Boost logo

Boost :

Subject: Re: [boost] [git] Mercurial?
From: Dave Abrahams (dave_at_[hidden])
Date: 2012-03-22 20:05:57


on Thu Mar 22 2012, Martin Geisler <mg-AT-aragost.com> wrote:

> Dave Abrahams <dave_at_[hidden]> writes:
>
>> on Thu Mar 22 2012, Martin Geisler <mg-AT-aragost.com> wrote:
>>
>>>> This kind of mental model is stimulated by git. It explains why git
>>>> users make a fuss about amending, rebasing and efficient branching
>>>> and merging.
>>>
>>> I'm afraid I don't agree with this. The version control systems that
>>> came after CVS switched to storing repository-wide snapshots. CVS was
>>> a collection of RCS files and so completely file-centric. SVN,
>>> Mercurial, Git, ... are all repository-centric. Conceptually they
>>> work by storing a series (linear or not) of working copy snapshots.
>>>
>>> Darcs is a possible exception to this: I think it might fit more
>>> closely to your unit-of-work model since it models the repository
>>> state as a result of a number of patches (units-of-work).
>>
>> People get hung up on this all the time, but whether the storage
>> format is fundamentally snapshots or diffs is not really important.
>> They're isomorphic to one another.
>
> Yes, that's mostly true. Both Git and Mercurial conceptually stores
> snapshots of your working copy. These snapshots are of course heavily
> delta compressed -- otherwise we couldn't do DVCS in the first place.
>
> But I say that they conceptually store snapshots since that's what
> commands like 'hg diff' operate on.
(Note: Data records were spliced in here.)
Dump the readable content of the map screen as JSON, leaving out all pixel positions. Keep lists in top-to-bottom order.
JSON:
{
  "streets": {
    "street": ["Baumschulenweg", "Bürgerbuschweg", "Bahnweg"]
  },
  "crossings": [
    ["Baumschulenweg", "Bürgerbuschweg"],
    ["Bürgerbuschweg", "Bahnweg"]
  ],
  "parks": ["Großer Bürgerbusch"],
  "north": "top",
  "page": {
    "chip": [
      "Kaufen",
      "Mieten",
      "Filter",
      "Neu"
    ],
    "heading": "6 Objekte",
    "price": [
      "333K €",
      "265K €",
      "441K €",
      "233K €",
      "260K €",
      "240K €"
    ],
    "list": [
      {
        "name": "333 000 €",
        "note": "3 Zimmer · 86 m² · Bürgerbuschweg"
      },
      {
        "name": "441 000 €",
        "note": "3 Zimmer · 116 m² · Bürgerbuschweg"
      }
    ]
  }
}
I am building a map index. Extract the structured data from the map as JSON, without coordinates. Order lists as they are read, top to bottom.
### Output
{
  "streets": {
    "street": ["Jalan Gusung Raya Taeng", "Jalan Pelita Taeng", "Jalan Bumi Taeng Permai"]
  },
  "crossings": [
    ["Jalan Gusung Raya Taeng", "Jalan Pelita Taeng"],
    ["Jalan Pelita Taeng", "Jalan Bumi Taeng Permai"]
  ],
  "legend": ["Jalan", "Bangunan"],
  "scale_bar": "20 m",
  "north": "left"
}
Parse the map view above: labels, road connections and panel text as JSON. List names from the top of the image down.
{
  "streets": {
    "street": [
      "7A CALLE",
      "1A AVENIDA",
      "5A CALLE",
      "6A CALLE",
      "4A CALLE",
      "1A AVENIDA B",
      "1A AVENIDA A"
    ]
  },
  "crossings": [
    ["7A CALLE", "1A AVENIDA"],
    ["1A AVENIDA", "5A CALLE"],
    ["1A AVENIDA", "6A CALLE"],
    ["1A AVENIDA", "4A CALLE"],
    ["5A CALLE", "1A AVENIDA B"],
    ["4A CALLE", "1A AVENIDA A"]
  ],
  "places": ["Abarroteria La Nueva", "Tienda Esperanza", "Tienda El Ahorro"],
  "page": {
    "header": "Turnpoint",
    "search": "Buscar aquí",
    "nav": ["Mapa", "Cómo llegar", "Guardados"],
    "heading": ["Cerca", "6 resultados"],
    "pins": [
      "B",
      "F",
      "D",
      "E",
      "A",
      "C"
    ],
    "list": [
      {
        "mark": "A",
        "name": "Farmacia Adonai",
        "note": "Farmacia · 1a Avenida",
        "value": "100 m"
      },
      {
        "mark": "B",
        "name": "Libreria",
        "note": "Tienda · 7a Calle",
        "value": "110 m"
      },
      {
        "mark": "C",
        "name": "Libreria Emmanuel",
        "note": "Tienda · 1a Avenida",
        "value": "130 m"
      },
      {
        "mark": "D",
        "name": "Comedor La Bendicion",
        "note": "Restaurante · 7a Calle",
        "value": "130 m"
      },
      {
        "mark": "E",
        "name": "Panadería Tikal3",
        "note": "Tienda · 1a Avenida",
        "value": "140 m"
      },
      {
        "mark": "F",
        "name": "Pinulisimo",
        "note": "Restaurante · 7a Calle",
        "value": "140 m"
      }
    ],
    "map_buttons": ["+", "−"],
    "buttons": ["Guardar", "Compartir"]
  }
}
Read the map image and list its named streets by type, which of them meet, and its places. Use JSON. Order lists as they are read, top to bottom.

When you 'hg diff -r 1:2', then
> Mercurial has to go out and re-compute the patch that brings you from
> revision 1 to 2.
>
> People often think that changeset 2 "contains" this diff,

In the sense that the commit contains its ancestry and a snapshot, yes,
it does contain the diff.

> but it's more complicated that this: the deltas we store on disk don't
> correspond directly to this diff. This especially true for a merge
> changeset where the deltas on disk are made on a per-file basis
> against the parent that produces the smallest delta.

But "deltas stored on-disk" are completely irrelevant to the user unless
she's fiddling about with the porcelain (low-level guts of the DVCS).
Even for most expert users, it is *always, always, always* an
implementation detail. My point is that we shouldn't be talking about
this stuff here; it will just confuse the less-experienced people and
adds /nothing/. One of the big problems with the way Git is often
explained is that the explainers get into this stuff. Can't speak for
Mercurial.

There's absolutely no difference conceptually between storing the latest
state plus a chain of diffs and storing a bunch of snapshots, except for
performance issues like how long it takes you to reach a given snapshot
or how much space things take up on disk, and every good VCS does all
kind of implementation-detail-y tricks to smooth out the deficiencies of
its storage format.

>> Git, like any other modern tool, provides commands that support both
>> views of the history. Rebase, for example, treats your commits as
>> units-of-work and "replays" that work on a new base commit. Many other
>> elements of the interface treat commits like snapshots.
>
> It actually don't replay anything: it does a series of three-way merges,
> and three-way merges are an inherently snapshot based thing.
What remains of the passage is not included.